Except, this is a staple of Favre’s tactics. His teams have all seemed to prioritize this defensive-third possession both as a means of keeping their opponents off the ball and also luring them out to create space to eventually attack into. Despite averaging the slowest average possessions in Germany over the past two-plus seasons, they’ve also created 10.3 percent of their expected goals from fast breaks -- second behind just Bayer Leverkusen.
This seemingly contradictory style of play -- slow, slow, slow, slow, BAM -- does something that the xG models can’t pick up. Over his 349 domestic matches in charge at Hertha Berlin, Borussia Mönchengladbach, Nice, and Dortmund since 2018, Favre’s teams scored 582 goals against 482.9 expected and conceded 409 goals against 446.2 expected. At both ends of the field, his teams outperformed their underlying numbers by a significant margin. That’s four different sets of players across two different leagues; the Favre effect is real.
However, most managers really just don’t have much of an effect on a team’s long-term performance, one way or the other. The overall talent level at the club -- and roughly, a team’s wages -- is what actually pushes winning forward. But there are a few coaches with a long-enough track-record of affecting improved results, and Favre really might be one of them.
An Economist study from 2019 used FIFA ratings to predict a team’s performance -- don’t laugh; it works! -- and then awarded any over- or under-performance to the manager. Based on this, they predicted that Favre would improve the next team he coaches by 3.76 points -- more than any other coach working today.

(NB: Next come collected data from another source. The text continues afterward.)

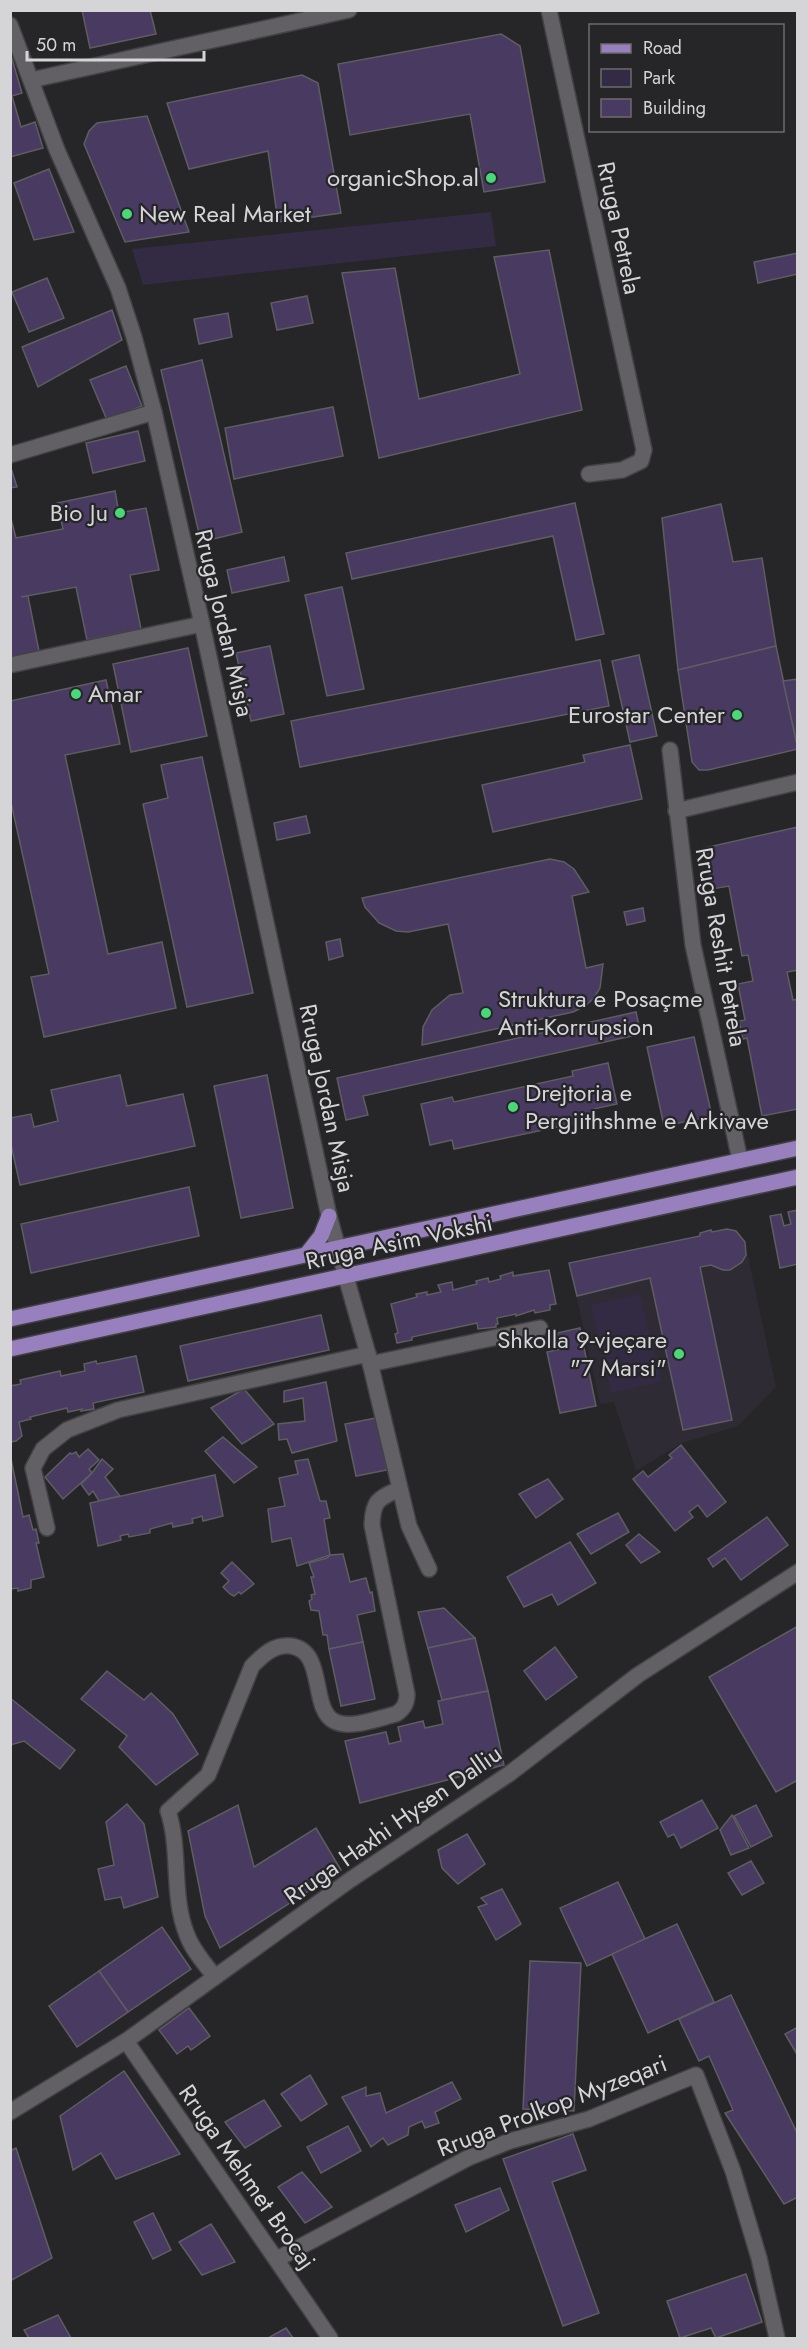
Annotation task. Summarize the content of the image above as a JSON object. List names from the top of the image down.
{
  "streets": {
    "main road": ["Rruga Asim Vokshi"],
    "street": [
      "Rruga Petrela",
      "Rruga Jordan Misja",
      "Rruga Reshit Petrela",
      "Rruga Haxhi Hysen Dalliu",
      "Rruga Prolkop Myzeqari",
      "Rruga Mehmet Brocaj"
    ]
  },
  "crossings": [
    ["Rruga Jordan Misja", "Rruga Asim Vokshi"],
    ["Rruga Reshit Petrela", "Rruga Asim Vokshi"],
    ["Rruga Haxhi Hysen Dalliu", "Rruga Mehmet Brocaj"],
    ["Rruga Prolkop Myzeqari", "Rruga Mehmet Brocaj"]
  ],
  "places": [
    "organicShop.al",
    "New Real Market",
    "Bio Ju",
    "Amar",
    "Eurostar Center",
    "Struktura e Posaçme Anti-Korrupsion",
    "Drejtoria e Pergjithshme e Arkivave",
    "Shkolla 9-vjeçare \"7 Marsi\""
  ],
  "legend": ["Road", "Park", "Building"],
  "scale_bar": "50 m"
}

Now, maybe the situation at Dortmund had become untenable; Hummels and club captain Marco Reus were both openly critical of the way the team has played. And maybe the Stuttgart performance wasn’t just an outlier but an indicator of what was to come. But if you zoom out just a tiny bit further, then everything else -- Dortmund’s recent past, Favre’s coaching career -- suggests that this team was likely to start racking up results that matched -- or exceeded -- their elite chance-creation. Instead, at least for the rest of this season, the club is now banking on an untested coach to both keep the team performing at the same underlying level and, more importantly, convert those performances into results that match. Soon enough, someone else is gonna hire Favre to do the exact same thing.
All stats via Stats Perform unless otherwise noted.